__Task to complete__.
All lines in the material below that hold "function" should be found and copied.

——————

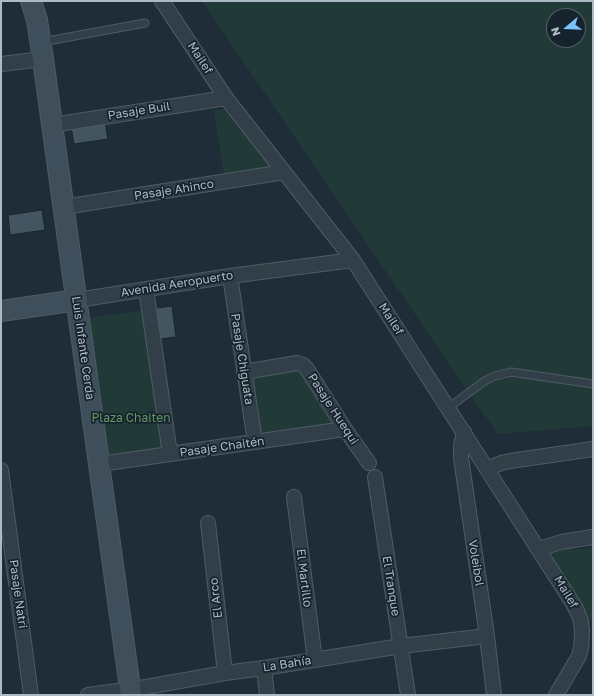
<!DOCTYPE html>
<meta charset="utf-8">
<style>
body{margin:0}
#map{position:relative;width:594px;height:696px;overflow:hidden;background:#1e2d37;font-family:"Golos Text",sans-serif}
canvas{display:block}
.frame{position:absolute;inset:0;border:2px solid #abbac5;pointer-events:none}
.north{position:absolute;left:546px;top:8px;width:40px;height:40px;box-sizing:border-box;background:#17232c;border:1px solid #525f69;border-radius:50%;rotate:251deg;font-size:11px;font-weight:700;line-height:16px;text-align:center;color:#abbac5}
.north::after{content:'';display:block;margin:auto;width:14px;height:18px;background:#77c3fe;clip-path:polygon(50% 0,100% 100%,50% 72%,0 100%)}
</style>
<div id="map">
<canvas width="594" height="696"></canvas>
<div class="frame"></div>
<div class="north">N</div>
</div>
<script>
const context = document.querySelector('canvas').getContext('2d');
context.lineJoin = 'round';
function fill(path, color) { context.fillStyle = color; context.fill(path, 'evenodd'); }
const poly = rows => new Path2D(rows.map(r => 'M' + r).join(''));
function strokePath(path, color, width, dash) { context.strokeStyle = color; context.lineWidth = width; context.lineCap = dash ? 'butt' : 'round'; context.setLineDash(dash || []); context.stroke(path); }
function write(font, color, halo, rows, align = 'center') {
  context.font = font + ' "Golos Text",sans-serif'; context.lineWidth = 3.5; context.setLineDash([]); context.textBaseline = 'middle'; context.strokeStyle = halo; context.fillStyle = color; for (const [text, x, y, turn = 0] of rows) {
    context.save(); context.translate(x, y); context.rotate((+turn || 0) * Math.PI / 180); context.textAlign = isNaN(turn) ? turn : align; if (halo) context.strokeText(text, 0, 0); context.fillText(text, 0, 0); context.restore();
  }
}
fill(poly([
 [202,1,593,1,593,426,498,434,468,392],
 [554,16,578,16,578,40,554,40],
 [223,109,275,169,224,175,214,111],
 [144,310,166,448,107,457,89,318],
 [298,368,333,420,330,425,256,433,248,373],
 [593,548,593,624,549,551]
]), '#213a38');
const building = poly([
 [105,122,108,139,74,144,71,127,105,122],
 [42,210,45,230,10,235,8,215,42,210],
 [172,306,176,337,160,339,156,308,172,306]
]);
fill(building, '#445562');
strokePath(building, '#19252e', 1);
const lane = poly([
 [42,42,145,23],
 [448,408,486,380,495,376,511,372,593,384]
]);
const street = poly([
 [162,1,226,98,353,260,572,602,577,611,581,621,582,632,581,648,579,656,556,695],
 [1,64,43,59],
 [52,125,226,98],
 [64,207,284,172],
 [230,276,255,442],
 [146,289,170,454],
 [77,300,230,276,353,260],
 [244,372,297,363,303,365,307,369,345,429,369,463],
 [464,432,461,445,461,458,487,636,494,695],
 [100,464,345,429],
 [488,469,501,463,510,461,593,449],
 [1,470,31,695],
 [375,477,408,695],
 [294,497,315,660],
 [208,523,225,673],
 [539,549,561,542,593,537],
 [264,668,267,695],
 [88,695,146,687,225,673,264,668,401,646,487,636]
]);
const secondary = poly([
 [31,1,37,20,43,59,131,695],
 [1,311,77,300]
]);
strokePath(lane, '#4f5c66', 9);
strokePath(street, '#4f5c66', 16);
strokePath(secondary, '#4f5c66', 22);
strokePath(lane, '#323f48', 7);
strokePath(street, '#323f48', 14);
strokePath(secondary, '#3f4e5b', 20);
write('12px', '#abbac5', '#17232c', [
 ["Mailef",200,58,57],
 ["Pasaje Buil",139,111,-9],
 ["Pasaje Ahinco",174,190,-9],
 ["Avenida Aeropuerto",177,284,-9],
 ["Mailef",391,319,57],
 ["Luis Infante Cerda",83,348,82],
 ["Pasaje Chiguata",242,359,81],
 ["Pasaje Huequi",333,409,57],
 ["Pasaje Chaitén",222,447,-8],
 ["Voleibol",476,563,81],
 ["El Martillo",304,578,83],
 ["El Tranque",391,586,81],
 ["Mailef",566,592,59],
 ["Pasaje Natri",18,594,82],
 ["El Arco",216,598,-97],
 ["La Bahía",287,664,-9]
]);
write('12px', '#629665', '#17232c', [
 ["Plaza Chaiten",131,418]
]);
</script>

——————

__Solution for this task__.
function fill(path, color) { context.fillStyle = color; context.fill(path, 'evenodd'); }
function strokePath(path, color, width, dash) { context.strokeStyle = color; context.lineWidth = width; context.lineCap = dash ? 'butt' : 'round'; context.setLineDash(dash || []); context.stroke(path); }
function write(font, color, halo, rows, align = 'center') {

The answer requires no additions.